TASK DETAILS: Down to the last line, retype each line of the entries exactly, starting with the one that contains "Instruction: Parse this".

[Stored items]

--- --- ---

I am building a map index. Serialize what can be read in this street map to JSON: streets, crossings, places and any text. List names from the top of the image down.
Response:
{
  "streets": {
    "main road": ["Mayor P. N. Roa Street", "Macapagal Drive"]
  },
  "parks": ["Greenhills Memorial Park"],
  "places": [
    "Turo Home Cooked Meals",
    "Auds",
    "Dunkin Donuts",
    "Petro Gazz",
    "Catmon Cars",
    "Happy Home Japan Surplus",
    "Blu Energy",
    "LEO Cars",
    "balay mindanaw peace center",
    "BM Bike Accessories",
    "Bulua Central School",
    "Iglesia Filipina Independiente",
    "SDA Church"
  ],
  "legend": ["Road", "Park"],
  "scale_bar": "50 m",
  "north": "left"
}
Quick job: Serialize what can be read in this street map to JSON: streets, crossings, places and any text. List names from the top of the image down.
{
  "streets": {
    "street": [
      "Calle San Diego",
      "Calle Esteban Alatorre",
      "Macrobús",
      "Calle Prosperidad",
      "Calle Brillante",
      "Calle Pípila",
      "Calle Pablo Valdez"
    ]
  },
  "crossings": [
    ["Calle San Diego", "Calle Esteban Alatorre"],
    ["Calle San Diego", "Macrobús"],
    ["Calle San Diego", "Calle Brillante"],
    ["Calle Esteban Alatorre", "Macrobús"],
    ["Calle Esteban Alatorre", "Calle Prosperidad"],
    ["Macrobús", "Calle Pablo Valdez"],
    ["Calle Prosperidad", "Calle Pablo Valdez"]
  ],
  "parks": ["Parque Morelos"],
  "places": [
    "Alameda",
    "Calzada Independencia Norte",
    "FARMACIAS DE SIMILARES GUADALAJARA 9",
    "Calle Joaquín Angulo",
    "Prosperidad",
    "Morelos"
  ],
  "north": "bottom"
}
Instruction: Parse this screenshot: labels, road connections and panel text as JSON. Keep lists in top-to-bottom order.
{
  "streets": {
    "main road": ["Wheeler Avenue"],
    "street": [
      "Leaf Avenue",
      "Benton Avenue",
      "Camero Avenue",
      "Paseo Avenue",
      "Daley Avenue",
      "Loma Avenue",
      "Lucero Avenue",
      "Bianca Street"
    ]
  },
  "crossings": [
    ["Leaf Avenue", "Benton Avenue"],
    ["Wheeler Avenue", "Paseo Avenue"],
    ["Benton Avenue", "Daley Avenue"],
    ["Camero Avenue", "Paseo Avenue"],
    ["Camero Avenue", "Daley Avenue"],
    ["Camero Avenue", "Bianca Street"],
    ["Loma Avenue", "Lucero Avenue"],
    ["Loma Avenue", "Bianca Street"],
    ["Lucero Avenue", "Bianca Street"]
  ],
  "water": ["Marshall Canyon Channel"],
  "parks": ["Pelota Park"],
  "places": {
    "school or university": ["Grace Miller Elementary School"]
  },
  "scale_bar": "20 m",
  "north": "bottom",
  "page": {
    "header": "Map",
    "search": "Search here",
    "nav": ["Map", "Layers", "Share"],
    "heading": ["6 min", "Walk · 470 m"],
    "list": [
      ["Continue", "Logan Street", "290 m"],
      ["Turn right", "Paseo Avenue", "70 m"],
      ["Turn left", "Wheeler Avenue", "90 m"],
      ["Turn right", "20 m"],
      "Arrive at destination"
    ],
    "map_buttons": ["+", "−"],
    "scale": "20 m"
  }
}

--- --- ---

EXERCISE RESULT:
Instruction: Parse this screenshot: labels, road connections and panel text as JSON. Keep lists in top-to-bottom order.
{
  "streets": {
    "main road": ["Wheeler Avenue"],
    "street": [
      "Leaf Avenue",
      "Benton Avenue",
      "Camero Avenue",
      "Paseo Avenue",
      "Daley Avenue",
      "Loma Avenue",
      "Lucero Avenue",
      "Bianca Street"
    ]
  },
  "crossings": [
    ["Leaf Avenue", "Benton Avenue"],
    ["Wheeler Avenue", "Paseo Avenue"],
    ["Benton Avenue", "Daley Avenue"],
    ["Camero Avenue", "Paseo Avenue"],
    ["Camero Avenue", "Daley Avenue"],
    ["Camero Avenue", "Bianca Street"],
    ["Loma Avenue", "Lucero Avenue"],
    ["Loma Avenue", "Bianca Street"],
    ["Lucero Avenue", "Bianca Street"]
  ],
  "water": ["Marshall Canyon Channel"],
  "parks": ["Pelota Park"],
  "places": {
    "school or university": ["Grace Miller Elementary School"]
  },
  "scale_bar": "20 m",
  "north": "bottom",
  "page": {
    "header": "Map",
    "search": "Search here",
    "nav": ["Map", "Layers", "Share"],
    "heading": ["6 min", "Walk · 470 m"],
    "list": [
      ["Continue", "Logan Street", "290 m"],
      ["Turn right", "Paseo Avenue", "70 m"],
      ["Turn left", "Wheeler Avenue", "90 m"],
      ["Turn right", "20 m"],
      "Arrive at destination"
    ],
    "map_buttons": ["+", "−"],
    "scale": "20 m"
  }
}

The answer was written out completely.